The most frequently mentioned motive of supporters of the initiative was the wish to give a clear signal against the expansion of Islam and the type of society associated with this religion. The vote’s real objective was not the minaret as such. Rather, the minaret was being turned into a symbol of the issues raised by Islam.

This book was originally published in French and Arabic prior to the vote, in November 2009. Because of international interest in the Swiss debate and the vote on minarets, the book is now being published in a number of other languages.

Except for the afterword, the book’s contents are largely unchanged, with some minor adaptations; the information and analyses provided before the vote remain as valid now as then.

The foreword aims briefly to revisit the vote and its consequences: what happened on 29 November 2009 and why? It is a simple analysis of the voting blocs, and then reflections on why the voting blocs voted as they did.
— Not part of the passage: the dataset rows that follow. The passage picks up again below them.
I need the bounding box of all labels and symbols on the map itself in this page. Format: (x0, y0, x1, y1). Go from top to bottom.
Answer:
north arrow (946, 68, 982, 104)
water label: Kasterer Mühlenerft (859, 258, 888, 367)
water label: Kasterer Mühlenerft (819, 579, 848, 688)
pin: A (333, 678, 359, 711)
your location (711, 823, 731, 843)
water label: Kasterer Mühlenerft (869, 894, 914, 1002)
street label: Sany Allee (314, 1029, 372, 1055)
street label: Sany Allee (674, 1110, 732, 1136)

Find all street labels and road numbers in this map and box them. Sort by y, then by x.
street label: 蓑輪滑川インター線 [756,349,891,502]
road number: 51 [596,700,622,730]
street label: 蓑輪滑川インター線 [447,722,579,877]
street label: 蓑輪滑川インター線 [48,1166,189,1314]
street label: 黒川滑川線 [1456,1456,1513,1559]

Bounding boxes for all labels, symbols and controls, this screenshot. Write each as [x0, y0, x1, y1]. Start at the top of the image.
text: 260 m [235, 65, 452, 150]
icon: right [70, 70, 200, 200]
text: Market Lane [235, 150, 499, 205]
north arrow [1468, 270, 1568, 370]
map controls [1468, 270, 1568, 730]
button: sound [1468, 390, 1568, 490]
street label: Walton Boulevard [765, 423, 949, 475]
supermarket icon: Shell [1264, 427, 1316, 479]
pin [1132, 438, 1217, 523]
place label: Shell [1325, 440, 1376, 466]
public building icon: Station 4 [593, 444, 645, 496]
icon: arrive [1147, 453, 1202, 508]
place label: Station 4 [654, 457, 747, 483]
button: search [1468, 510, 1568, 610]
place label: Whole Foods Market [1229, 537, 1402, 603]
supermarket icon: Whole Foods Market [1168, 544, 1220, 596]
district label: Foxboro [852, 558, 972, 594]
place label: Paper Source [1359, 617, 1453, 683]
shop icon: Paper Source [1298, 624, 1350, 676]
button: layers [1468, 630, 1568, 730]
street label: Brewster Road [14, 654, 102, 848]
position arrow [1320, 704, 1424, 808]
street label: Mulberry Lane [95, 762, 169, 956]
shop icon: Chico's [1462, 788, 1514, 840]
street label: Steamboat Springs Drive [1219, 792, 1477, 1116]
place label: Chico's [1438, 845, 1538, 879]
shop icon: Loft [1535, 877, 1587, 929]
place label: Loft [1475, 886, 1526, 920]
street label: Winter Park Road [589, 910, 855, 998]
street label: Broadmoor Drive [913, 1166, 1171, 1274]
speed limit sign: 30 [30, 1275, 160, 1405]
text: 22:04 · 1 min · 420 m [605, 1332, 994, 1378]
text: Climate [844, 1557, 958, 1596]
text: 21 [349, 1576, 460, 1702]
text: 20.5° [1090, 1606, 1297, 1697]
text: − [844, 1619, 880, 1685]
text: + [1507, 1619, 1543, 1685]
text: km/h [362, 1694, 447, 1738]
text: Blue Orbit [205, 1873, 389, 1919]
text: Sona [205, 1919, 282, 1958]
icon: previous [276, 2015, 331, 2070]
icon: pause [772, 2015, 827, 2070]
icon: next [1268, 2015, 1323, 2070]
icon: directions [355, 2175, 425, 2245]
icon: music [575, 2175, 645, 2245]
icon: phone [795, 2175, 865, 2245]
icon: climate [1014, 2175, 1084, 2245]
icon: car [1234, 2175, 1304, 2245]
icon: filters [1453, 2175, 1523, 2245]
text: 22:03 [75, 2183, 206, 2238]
The First Chapter, In the Shadow of the Minaret: Origins and Implications of a Citizens’ Inititative raises the issue that, paradoxically, minarets are rare in Switzerland. When the controversy started in 2005, only two had been built. The Zurich minaret had been inaugurated in 1963. Eighteen metres tall, it stands above the little mosque of the Ahmadiyya movement, whose first missionaries arrived in Switzerland in 1946. (Ahmadis are strongly opposed by other Muslims: considered “non-Muslim” in Pakistan and elsewhere, they are denied access to Mecca.) Other minarets signifying mosques and their history are examined.

The next chapter, Citizens’ Initiatives in Switzerland explains how the right to “citizens’ initiatives” is key to Swiss democracy. It allows individuals involved in politics or a group of citizens to force a vote on a proposed revision of the Constitution. This revision may consist of adding, removing or altering one of the Constitution’s articles. The right exists at both the cantonal and federal levels. At the cantonal level, the initiative can in addition be used to propose draft legislation.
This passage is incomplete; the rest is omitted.